- **PROVIDED INFORMATION**
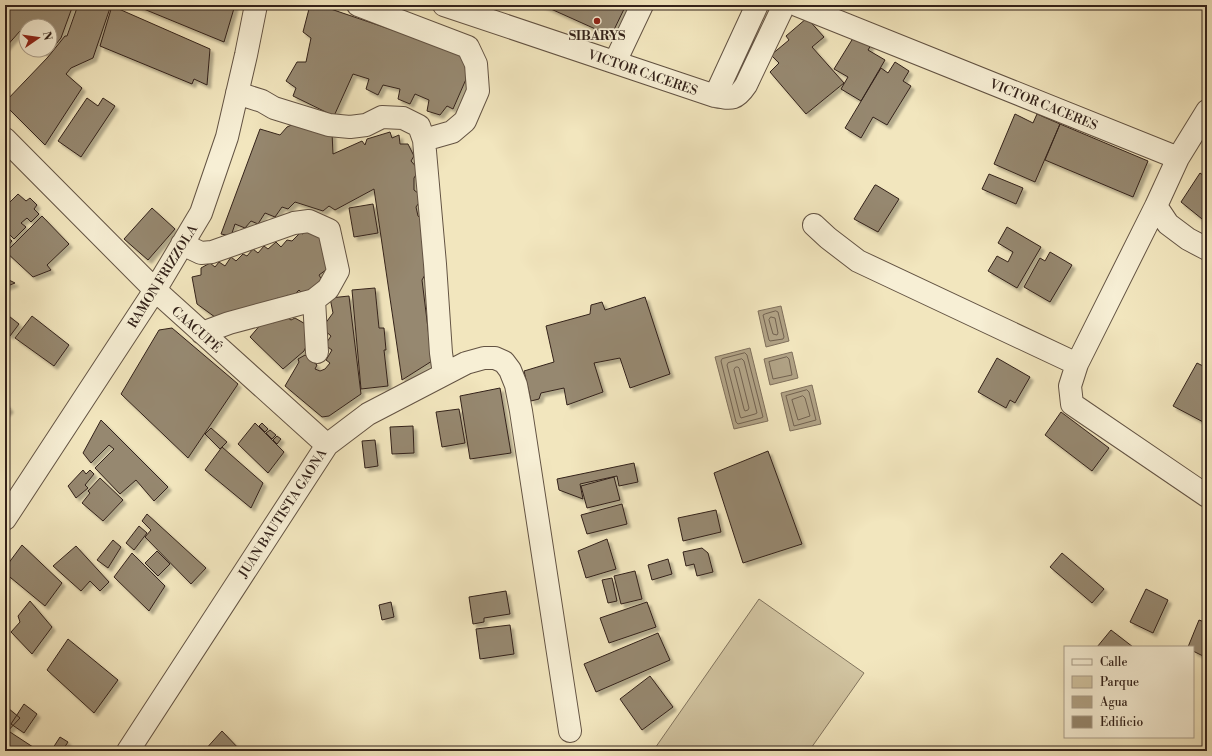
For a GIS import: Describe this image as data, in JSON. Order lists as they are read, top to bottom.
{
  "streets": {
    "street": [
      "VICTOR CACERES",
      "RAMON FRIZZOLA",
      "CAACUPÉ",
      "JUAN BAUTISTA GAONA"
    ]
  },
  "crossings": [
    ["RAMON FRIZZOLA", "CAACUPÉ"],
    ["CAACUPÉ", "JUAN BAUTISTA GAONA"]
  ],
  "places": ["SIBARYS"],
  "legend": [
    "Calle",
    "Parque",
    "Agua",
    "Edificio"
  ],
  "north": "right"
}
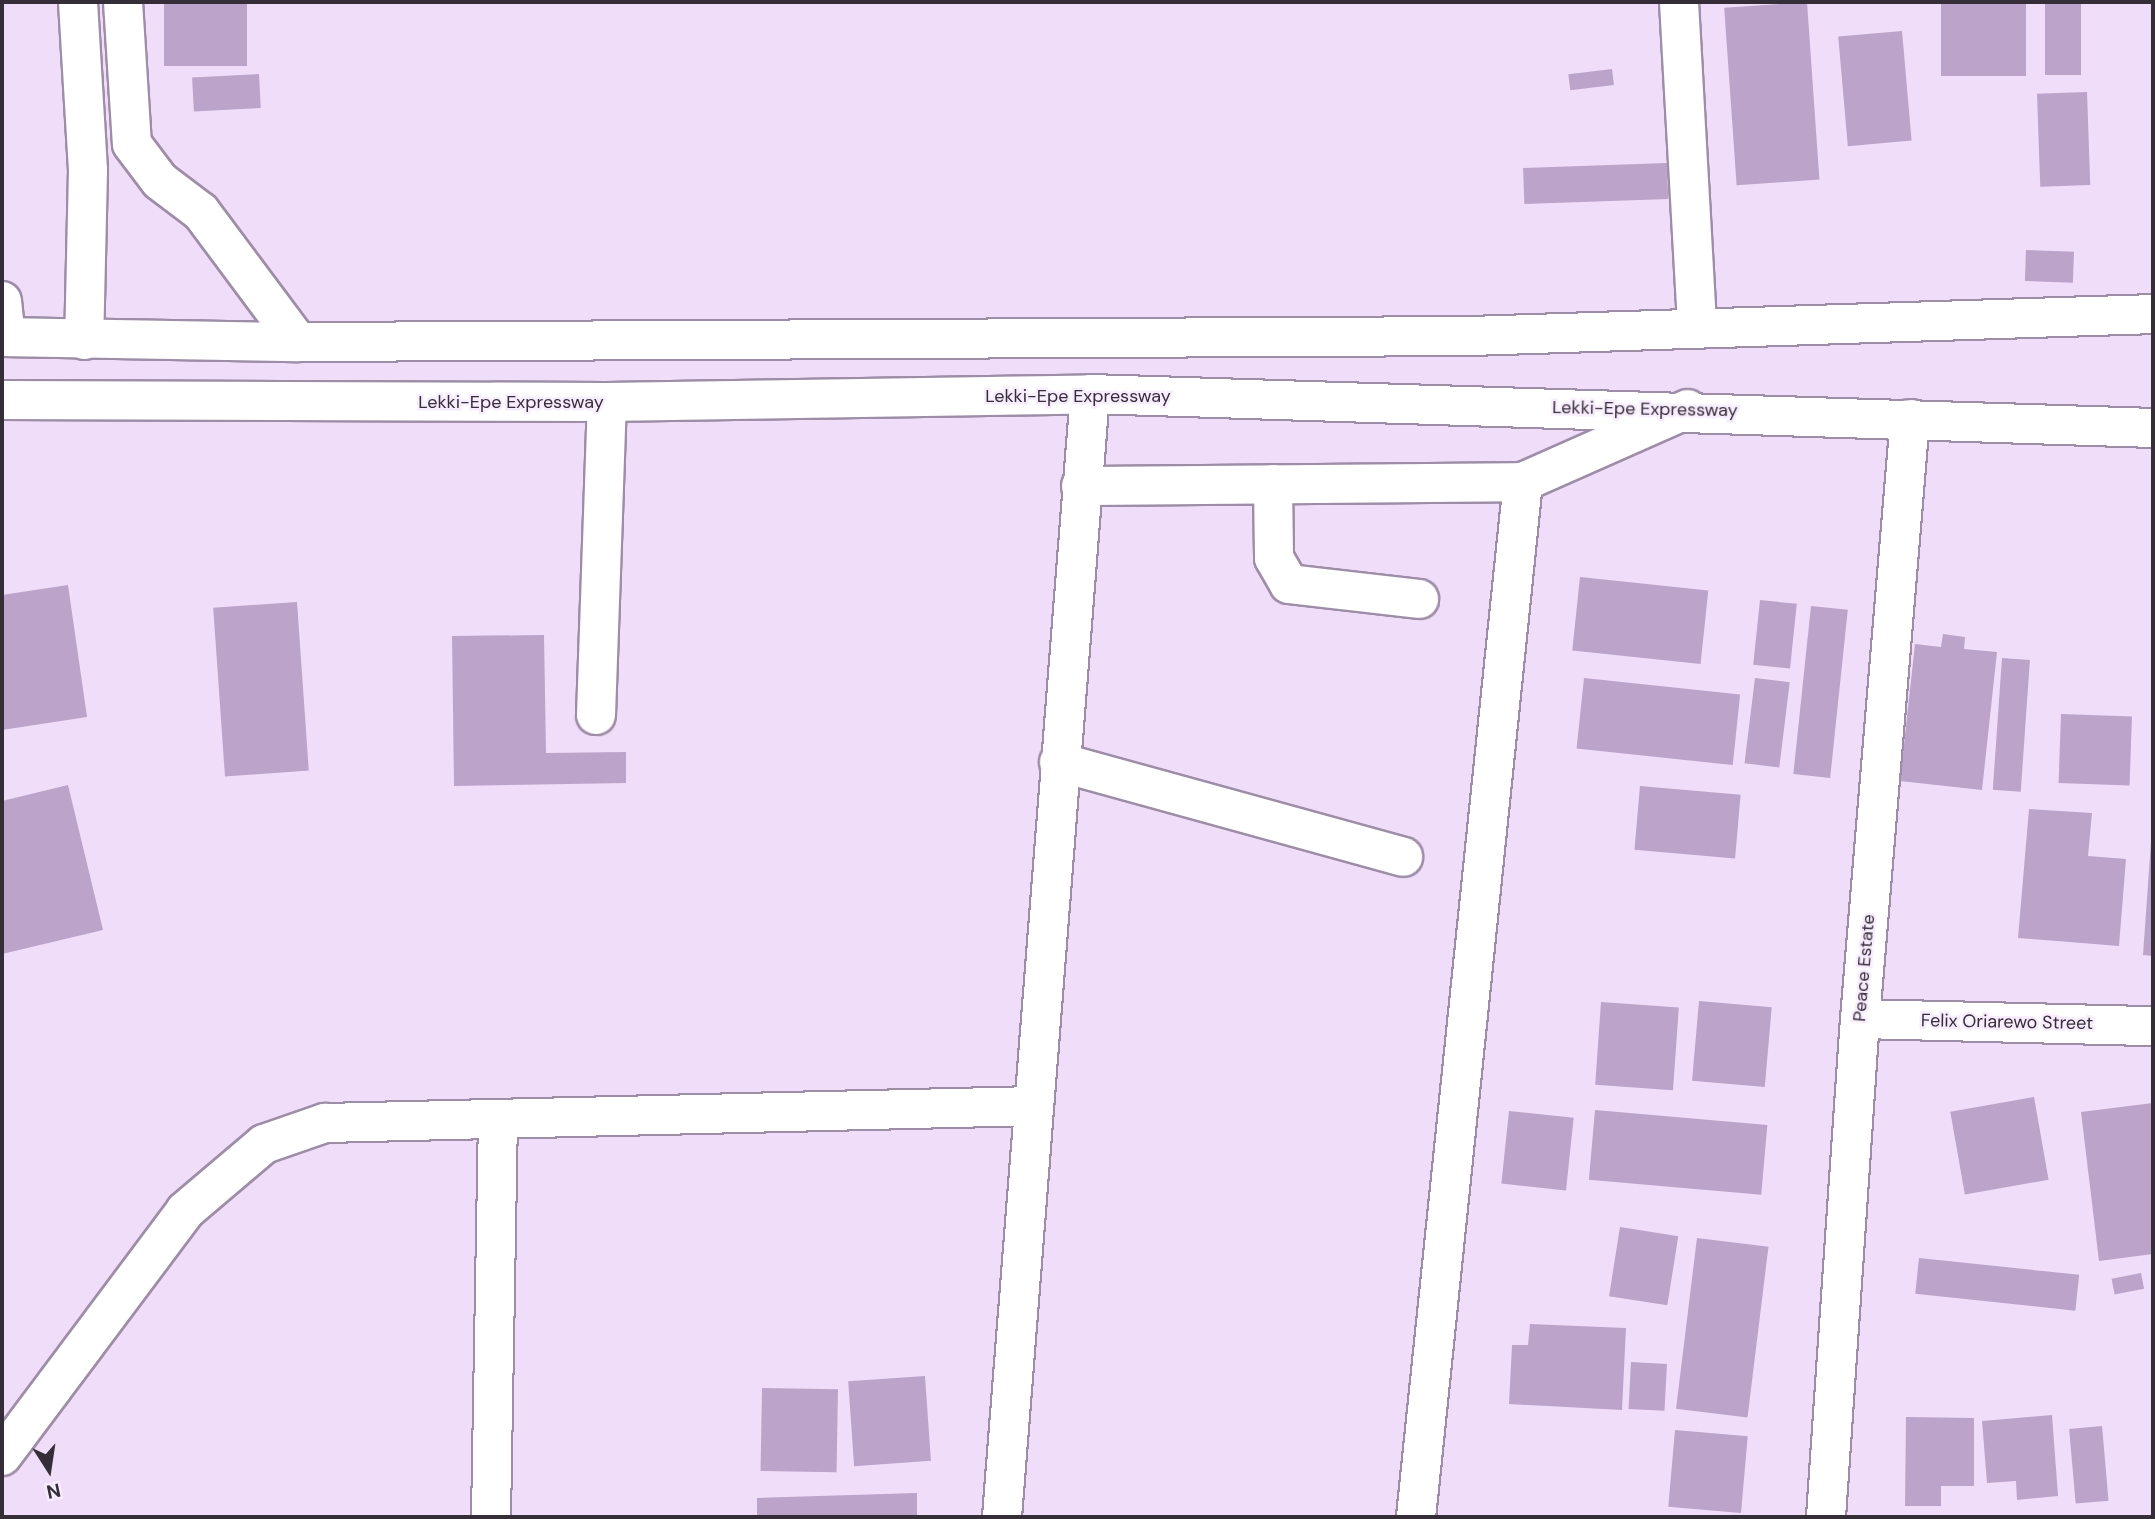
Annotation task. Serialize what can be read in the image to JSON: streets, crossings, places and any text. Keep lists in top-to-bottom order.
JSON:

- **WORK REQUEST**
The answer should consist of every line above, exact and free of images.

- **TASK SOLUTION**
For a GIS import: Describe this image as data, in JSON. Order lists as they are read, top to bottom.
{
  "streets": {
    "street": [
      "VICTOR CACERES",
      "RAMON FRIZZOLA",
      "CAACUPÉ",
      "JUAN BAUTISTA GAONA"
    ]
  },
  "crossings": [
    ["RAMON FRIZZOLA", "CAACUPÉ"],
    ["CAACUPÉ", "JUAN BAUTISTA GAONA"]
  ],
  "places": ["SIBARYS"],
  "legend": [
    "Calle",
    "Parque",
    "Agua",
    "Edificio"
  ],
  "north": "right"
}
Annotation task. Serialize what can be read in the image to JSON: streets, crossings, places and any text. Keep lists in top-to-bottom order.
JSON:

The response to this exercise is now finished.